#### EXERCISE:
Once the line containing "Serialize what can be read in the map" is found in the records below, return it and each following line exactly, up to and including the line containing "Transcribe the names and structure of the image", and nothing else.

#### EXERCISE DATA:

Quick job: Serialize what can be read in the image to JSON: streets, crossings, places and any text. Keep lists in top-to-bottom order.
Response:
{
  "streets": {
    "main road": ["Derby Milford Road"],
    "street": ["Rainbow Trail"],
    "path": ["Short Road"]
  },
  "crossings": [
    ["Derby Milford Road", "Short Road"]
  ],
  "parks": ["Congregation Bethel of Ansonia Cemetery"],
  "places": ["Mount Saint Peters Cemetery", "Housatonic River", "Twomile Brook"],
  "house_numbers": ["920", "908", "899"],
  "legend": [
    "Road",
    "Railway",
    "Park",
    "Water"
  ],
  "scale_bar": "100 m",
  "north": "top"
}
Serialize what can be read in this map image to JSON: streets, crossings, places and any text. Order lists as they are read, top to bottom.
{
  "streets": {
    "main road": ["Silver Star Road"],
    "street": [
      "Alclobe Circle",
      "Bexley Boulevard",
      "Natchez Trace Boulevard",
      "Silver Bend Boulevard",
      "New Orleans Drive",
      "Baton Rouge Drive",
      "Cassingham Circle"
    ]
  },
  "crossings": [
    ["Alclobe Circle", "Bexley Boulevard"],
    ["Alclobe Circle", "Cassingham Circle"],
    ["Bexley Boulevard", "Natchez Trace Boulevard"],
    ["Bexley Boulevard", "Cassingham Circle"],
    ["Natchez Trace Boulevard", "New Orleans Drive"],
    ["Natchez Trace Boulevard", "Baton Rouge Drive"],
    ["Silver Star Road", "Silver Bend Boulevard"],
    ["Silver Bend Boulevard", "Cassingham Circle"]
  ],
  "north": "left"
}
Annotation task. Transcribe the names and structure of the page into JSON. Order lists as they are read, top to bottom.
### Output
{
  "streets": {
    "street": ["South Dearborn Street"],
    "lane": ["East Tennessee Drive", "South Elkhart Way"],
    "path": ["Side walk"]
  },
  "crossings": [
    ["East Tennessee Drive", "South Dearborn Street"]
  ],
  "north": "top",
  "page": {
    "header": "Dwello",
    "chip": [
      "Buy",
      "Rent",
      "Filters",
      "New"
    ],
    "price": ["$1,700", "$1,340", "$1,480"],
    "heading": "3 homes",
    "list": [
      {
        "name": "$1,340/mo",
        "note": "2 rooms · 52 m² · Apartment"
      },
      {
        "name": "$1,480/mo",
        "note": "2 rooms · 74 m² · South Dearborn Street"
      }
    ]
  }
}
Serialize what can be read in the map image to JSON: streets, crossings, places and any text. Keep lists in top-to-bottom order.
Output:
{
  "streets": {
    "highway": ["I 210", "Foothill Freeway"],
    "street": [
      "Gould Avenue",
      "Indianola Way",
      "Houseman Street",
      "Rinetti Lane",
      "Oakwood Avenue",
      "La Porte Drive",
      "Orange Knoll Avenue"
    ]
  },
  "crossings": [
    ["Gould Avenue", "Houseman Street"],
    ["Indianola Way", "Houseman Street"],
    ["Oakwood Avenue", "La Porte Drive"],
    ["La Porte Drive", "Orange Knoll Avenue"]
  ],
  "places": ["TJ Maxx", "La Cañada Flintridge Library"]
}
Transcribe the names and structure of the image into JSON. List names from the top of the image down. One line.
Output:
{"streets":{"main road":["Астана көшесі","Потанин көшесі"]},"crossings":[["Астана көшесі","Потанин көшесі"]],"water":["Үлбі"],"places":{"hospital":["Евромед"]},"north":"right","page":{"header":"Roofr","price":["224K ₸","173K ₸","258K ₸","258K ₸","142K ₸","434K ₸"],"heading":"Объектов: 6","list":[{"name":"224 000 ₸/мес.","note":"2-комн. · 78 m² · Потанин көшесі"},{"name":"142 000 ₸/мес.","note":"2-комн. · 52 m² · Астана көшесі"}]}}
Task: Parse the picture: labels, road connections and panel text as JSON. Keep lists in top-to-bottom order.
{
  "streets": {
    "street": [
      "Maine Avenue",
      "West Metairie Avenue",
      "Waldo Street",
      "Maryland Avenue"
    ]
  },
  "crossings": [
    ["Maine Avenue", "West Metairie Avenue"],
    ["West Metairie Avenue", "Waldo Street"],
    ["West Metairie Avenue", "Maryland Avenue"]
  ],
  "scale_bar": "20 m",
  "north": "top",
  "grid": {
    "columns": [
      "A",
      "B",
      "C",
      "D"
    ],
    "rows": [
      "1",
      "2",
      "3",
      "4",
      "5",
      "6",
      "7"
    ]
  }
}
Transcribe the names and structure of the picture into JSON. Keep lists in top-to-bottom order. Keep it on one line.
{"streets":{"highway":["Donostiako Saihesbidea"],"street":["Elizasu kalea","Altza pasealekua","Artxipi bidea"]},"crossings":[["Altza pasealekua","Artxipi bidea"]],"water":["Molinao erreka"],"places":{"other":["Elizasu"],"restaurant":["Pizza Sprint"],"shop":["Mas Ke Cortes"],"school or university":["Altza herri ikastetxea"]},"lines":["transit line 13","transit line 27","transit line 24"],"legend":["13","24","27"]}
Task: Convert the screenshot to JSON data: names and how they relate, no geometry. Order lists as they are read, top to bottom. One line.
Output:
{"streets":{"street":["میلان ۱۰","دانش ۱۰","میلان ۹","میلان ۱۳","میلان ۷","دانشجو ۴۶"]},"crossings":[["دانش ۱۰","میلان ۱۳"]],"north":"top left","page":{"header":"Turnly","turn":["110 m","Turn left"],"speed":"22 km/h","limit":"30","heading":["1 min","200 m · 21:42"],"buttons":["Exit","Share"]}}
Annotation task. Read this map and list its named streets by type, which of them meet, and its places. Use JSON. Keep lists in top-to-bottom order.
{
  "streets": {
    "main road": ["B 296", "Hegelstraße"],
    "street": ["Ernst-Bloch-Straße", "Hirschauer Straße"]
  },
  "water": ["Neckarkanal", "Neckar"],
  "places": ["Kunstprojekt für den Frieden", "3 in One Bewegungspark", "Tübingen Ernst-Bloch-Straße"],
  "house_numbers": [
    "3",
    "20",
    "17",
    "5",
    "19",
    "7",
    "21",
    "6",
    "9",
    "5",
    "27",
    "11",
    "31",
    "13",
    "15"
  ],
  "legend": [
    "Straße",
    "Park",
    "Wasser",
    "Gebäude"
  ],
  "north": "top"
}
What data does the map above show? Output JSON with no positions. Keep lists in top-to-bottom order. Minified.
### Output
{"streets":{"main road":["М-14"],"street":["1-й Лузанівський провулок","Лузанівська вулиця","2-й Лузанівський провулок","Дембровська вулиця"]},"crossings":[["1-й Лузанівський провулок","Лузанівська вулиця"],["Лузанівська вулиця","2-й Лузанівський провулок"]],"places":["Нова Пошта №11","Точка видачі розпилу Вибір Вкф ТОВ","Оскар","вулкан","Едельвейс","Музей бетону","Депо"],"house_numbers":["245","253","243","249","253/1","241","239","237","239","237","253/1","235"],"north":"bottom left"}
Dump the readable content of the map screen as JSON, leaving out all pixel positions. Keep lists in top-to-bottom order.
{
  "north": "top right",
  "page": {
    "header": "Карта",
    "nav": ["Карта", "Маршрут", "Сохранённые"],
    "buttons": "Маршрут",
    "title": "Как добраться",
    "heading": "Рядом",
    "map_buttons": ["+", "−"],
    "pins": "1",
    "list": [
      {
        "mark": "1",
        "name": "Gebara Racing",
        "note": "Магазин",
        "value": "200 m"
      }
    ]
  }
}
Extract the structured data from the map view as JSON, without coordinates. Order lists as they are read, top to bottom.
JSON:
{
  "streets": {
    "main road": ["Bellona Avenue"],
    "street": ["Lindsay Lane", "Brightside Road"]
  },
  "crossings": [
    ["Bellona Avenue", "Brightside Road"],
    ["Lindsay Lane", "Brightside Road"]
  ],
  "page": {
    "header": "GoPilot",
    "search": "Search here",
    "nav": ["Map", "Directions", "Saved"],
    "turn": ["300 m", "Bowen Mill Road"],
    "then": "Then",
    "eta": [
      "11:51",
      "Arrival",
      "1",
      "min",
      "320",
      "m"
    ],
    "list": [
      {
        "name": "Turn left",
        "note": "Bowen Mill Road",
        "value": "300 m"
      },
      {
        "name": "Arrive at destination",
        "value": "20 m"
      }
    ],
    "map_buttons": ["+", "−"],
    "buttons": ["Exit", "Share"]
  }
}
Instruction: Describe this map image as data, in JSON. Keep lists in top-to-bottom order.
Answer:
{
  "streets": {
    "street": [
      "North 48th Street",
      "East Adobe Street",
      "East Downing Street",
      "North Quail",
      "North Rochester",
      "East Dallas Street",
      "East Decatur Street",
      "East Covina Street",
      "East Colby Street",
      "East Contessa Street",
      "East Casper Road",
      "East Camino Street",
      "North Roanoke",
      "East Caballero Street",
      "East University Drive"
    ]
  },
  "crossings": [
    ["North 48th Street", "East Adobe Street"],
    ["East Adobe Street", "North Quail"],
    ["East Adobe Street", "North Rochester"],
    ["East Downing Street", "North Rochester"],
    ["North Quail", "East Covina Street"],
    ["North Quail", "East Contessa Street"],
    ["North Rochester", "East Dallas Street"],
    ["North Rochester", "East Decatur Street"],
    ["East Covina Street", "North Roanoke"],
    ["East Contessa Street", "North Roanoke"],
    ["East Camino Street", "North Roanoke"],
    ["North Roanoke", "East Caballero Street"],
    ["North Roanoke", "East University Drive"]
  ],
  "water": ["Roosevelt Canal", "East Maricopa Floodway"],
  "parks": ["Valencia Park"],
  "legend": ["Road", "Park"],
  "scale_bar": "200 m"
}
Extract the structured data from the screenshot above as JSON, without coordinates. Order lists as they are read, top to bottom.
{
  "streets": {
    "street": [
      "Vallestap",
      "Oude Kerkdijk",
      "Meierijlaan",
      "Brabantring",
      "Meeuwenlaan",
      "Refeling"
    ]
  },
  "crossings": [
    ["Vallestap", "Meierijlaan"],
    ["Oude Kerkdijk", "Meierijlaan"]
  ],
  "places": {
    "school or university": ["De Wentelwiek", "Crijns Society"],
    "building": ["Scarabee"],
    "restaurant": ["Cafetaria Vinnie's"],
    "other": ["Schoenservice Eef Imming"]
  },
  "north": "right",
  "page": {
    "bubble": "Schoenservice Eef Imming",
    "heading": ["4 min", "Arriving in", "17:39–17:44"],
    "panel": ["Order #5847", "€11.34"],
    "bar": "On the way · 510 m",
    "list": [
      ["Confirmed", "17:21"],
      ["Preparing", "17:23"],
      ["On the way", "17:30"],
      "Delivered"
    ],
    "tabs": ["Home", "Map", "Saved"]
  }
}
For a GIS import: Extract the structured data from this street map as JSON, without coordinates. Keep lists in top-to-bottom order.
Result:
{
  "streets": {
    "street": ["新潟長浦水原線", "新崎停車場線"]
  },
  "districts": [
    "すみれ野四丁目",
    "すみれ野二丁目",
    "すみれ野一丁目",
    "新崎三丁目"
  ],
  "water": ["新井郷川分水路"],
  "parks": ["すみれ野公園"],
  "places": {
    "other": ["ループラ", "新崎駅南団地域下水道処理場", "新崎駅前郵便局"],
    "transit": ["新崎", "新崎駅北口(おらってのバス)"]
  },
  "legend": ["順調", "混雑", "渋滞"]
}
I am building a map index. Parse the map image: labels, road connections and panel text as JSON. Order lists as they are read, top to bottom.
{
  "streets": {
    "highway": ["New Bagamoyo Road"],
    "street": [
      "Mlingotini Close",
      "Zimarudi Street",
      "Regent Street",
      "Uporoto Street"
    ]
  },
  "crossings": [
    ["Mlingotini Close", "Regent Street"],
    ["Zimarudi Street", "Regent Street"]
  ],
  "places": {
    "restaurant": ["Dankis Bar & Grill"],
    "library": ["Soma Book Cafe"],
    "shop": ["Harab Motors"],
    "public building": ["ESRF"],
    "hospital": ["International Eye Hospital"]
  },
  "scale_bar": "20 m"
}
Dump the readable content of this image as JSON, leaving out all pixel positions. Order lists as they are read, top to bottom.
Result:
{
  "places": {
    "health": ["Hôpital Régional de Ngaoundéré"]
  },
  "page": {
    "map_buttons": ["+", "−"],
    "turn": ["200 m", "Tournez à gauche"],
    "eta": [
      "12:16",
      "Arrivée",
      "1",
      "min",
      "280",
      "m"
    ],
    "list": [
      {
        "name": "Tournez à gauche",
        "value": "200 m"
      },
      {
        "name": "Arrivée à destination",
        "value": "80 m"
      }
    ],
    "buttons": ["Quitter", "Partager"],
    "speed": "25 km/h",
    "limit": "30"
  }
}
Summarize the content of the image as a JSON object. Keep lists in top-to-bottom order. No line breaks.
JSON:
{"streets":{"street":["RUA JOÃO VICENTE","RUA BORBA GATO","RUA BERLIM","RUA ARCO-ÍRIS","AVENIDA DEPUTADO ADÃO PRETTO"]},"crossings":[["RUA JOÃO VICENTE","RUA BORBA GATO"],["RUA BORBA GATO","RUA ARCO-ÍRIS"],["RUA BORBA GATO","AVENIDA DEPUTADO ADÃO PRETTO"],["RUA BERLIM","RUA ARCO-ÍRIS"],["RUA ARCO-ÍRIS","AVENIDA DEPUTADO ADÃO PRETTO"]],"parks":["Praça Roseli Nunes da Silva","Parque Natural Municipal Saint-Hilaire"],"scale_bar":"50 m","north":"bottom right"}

#### EXERCISE SOLUTION:
Serialize what can be read in the map image to JSON: streets, crossings, places and any text. Keep lists in top-to-bottom order.
Output:
{
  "streets": {
    "highway": ["I 210", "Foothill Freeway"],
    "street": [
      "Gould Avenue",
      "Indianola Way",
      "Houseman Street",
      "Rinetti Lane",
      "Oakwood Avenue",
      "La Porte Drive",
      "Orange Knoll Avenue"
    ]
  },
  "crossings": [
    ["Gould Avenue", "Houseman Street"],
    ["Indianola Way", "Houseman Street"],
    ["Oakwood Avenue", "La Porte Drive"],
    ["La Porte Drive", "Orange Knoll Avenue"]
  ],
  "places": ["TJ Maxx", "La Cañada Flintridge Library"]
}
Transcribe the names and structure of the image into JSON. List names from the top of the image down. One line.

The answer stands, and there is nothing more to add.